In a little room just off the main lobby at Sunset Manor, six sewing machines have been humming once a week for seven weeks as young girls worked away on special, very practical gifts for people they had never met.
Jan Sparling, a retired nurse and volunteer at Sunset Manor led the class, teaching girls from eight to 11 years old the basics of sewing. They each made a fidget blanket, a polar fleece lap-sized blanket covered in items like patches, pockets, zippers, buttons and small toys. Their intended recipients were residents of the Sunset Manor dementia ward.
“Fidgeting is common with dementia,” said Sunset Manor activationist Katie Goodine. “I think they forget purposeful movement, and they lose some of their dexterity. To have something tangible to hold and touch is a sensory piece that is huge for someone with dementia.”
Sparling taught a teen sewing class at the library recently called Sew Good, which helped youth learn how to sew personal items. As a volunteer at Sunset Manor, she saw another need and started the Sewing For Ages program at Sunset Manor. She borrowed sewing machines from a few friends, and, through word-of-mouth, there were six girls enrolled in the pilot project.
“They were so eager,” said Sparling.
Kayla MacNeil, 8, Kaylan Hogg, 10, Charlotte Rodgers, 11, Tessa Cheek, 11, Maddison Lougheed, 10 and Hermoine Clarke, 11, each presented their hand-crafted fidget blankets to residents on Tuesday evening, June 12. They picked the names of the residents from a list but weren’t given any information about them. Instead, the girls made a card to go with the blanket and included details about themselves for the residents.
Kaylan Hogg said this was the first time she learned about sewing, and she found it both “difficult” and “easy at times.”
Charlotte Rodgers said it was easier “once you catch on.”
The girls lined up to present their blankets one at a time to the residents.

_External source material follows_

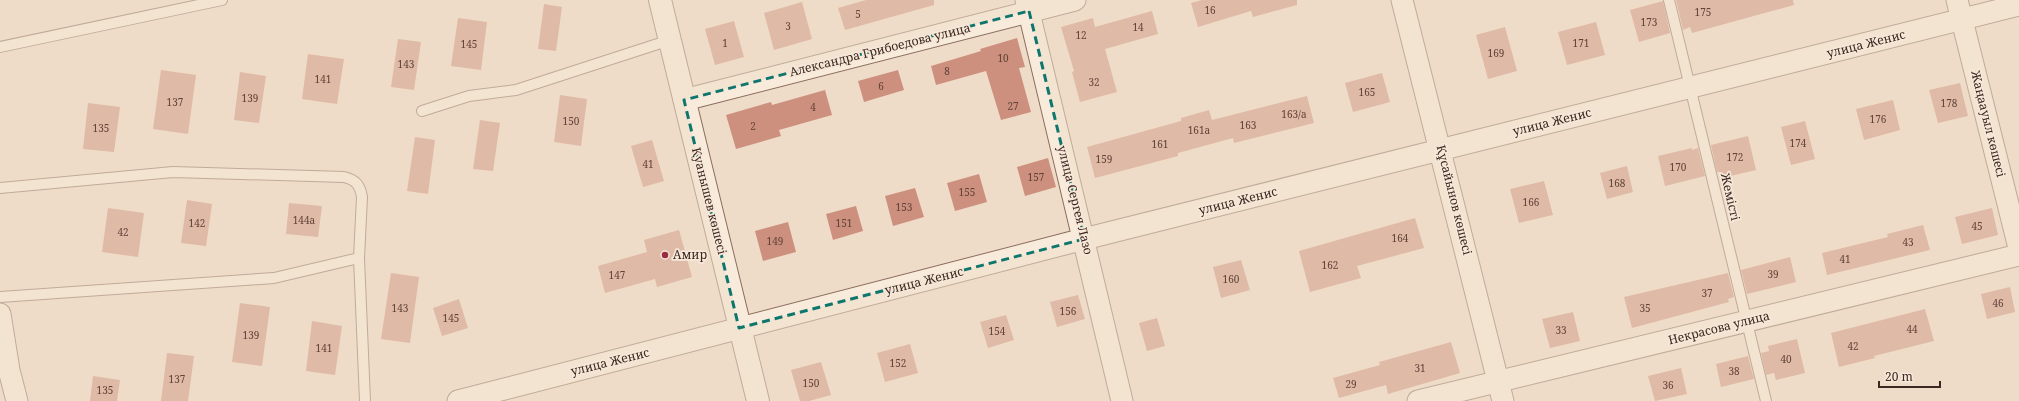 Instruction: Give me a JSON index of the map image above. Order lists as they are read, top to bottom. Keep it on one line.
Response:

“I’m excited and also a little bit nervous,” said Rodgers. Later she said the best part of making the blanket was seeing how happy it made the residents to receive them.
When Joyce received a blanket from Hogg, she exclaimed it was “just like Christmas.”
According to a news release from Sunset Manor, word about the Sewing for Ages program has already spread and residents have donated sewing machines and fabric for future classes.
“This program has been a wonderful way to bring both generations together and we encourage everyone to find out how they can get involved,” stated the news release.